== Dataset entries ==

####################

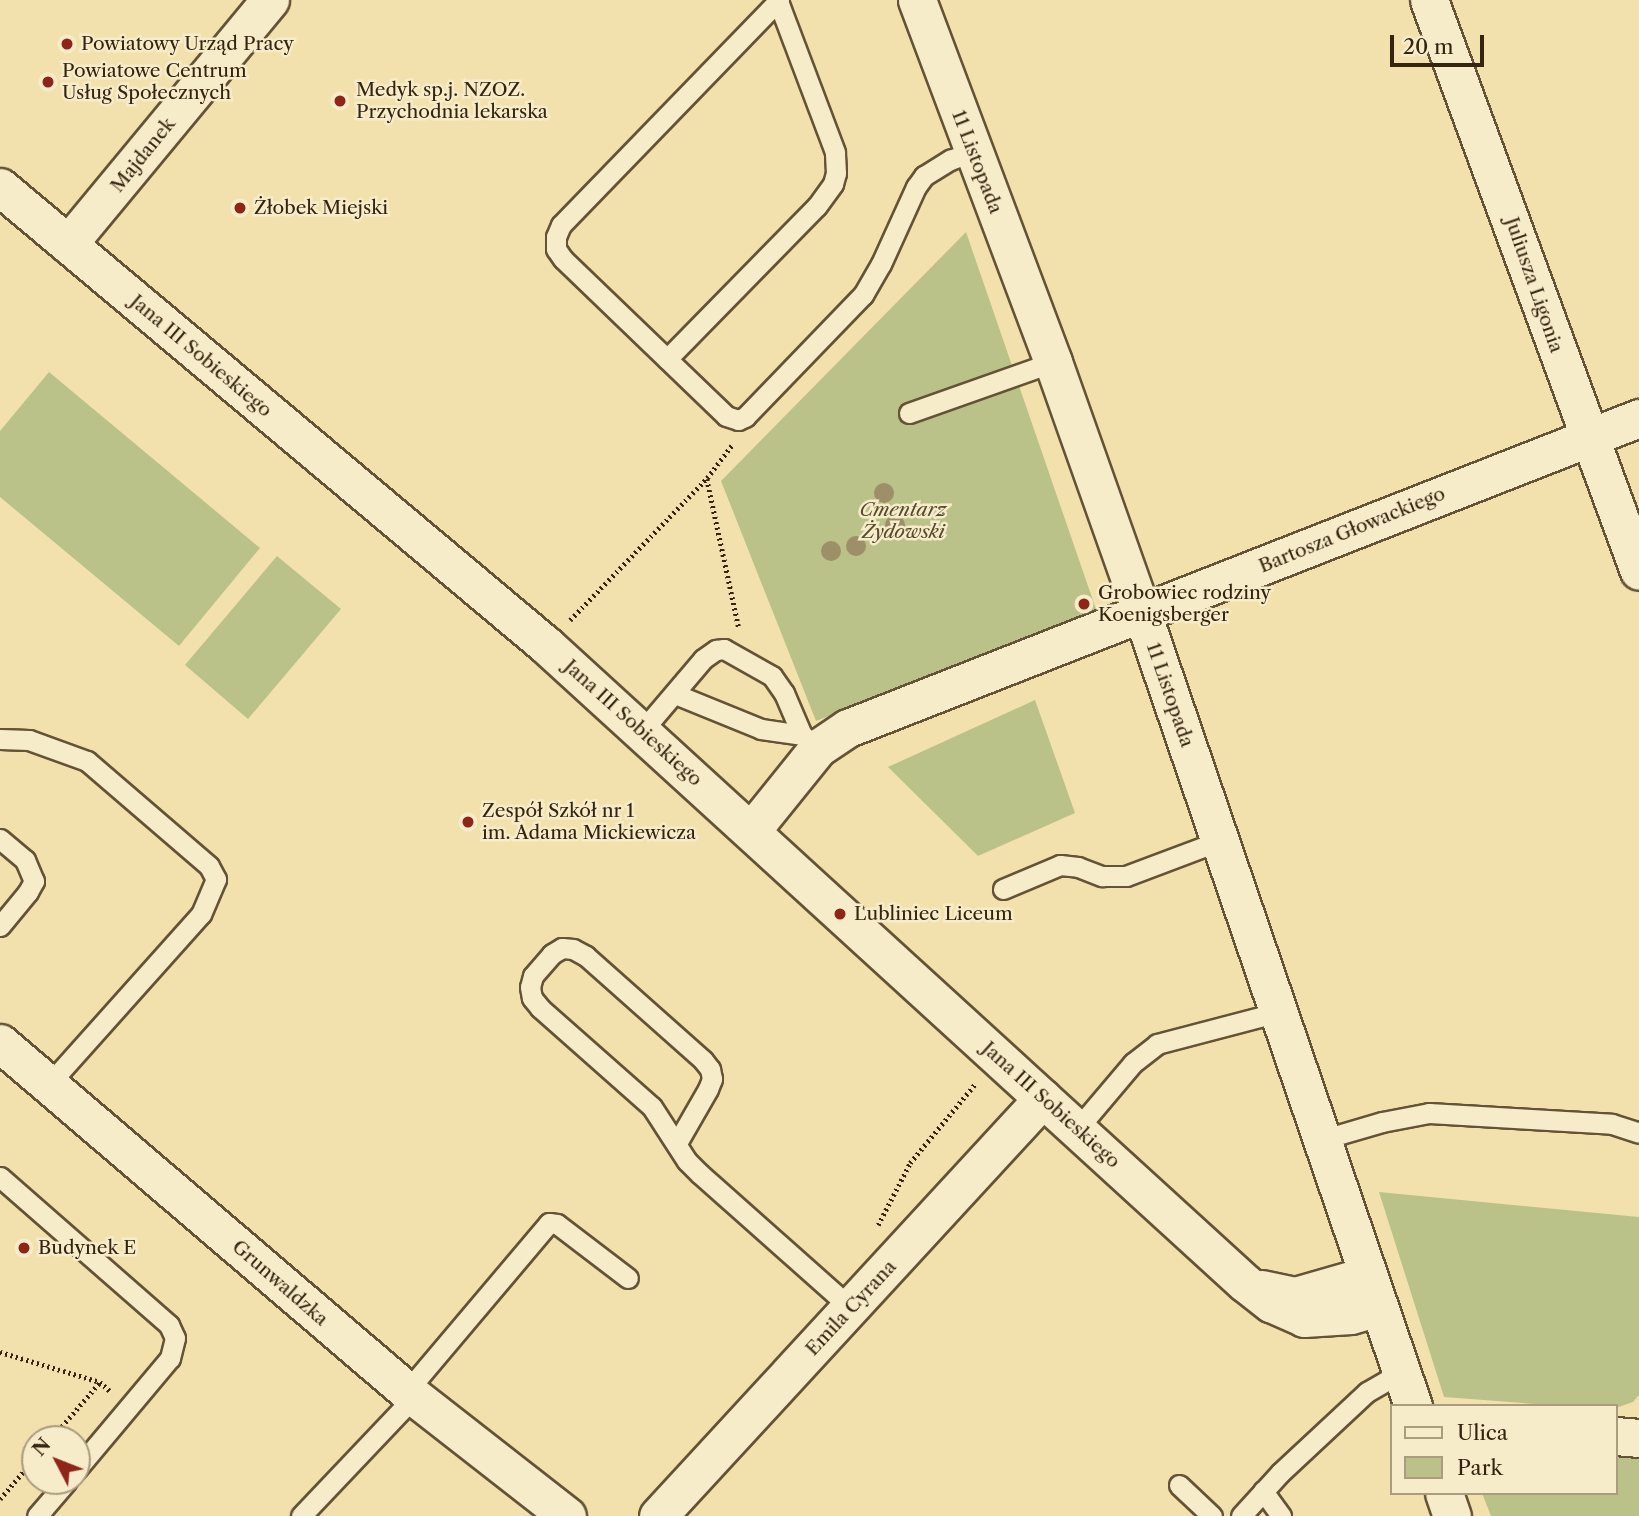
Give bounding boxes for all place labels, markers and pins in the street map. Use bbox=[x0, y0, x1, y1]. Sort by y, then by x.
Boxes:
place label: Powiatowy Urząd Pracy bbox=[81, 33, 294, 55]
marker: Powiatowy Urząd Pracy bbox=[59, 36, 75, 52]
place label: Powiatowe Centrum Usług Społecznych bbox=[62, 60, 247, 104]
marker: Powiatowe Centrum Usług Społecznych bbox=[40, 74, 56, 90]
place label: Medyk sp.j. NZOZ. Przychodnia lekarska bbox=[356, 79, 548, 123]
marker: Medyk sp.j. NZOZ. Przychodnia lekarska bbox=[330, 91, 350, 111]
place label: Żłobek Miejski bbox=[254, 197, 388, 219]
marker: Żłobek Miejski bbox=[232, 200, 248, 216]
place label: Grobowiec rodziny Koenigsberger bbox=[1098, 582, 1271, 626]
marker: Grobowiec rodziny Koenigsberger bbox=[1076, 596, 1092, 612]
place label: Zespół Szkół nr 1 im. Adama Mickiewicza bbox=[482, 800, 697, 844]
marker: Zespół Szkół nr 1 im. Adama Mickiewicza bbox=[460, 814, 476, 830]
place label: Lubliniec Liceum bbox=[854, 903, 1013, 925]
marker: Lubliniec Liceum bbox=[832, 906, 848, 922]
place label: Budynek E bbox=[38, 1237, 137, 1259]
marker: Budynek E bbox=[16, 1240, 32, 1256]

####################

== PROBLEM DETAILS ==
Leave every image out and retype the entries above word for word.

== WRITTEN ANSWER ==
Give bounding boxes for all place labels, markers and pins in the street map. Use bbox=[x0, y0, x1, y1]. Sort by y, then by x.
Boxes:
place label: Powiatowy Urząd Pracy bbox=[81, 33, 294, 55]
marker: Powiatowy Urząd Pracy bbox=[59, 36, 75, 52]
place label: Powiatowe Centrum Usług Społecznych bbox=[62, 60, 247, 104]
marker: Powiatowe Centrum Usług Społecznych bbox=[40, 74, 56, 90]
place label: Medyk sp.j. NZOZ. Przychodnia lekarska bbox=[356, 79, 548, 123]
marker: Medyk sp.j. NZOZ. Przychodnia lekarska bbox=[330, 91, 350, 111]
place label: Żłobek Miejski bbox=[254, 197, 388, 219]
marker: Żłobek Miejski bbox=[232, 200, 248, 216]
place label: Grobowiec rodziny Koenigsberger bbox=[1098, 582, 1271, 626]
marker: Grobowiec rodziny Koenigsberger bbox=[1076, 596, 1092, 612]
place label: Zespół Szkół nr 1 im. Adama Mickiewicza bbox=[482, 800, 697, 844]
marker: Zespół Szkół nr 1 im. Adama Mickiewicza bbox=[460, 814, 476, 830]
place label: Lubliniec Liceum bbox=[854, 903, 1013, 925]
marker: Lubliniec Liceum bbox=[832, 906, 848, 922]
place label: Budynek E bbox=[38, 1237, 137, 1259]
marker: Budynek E bbox=[16, 1240, 32, 1256]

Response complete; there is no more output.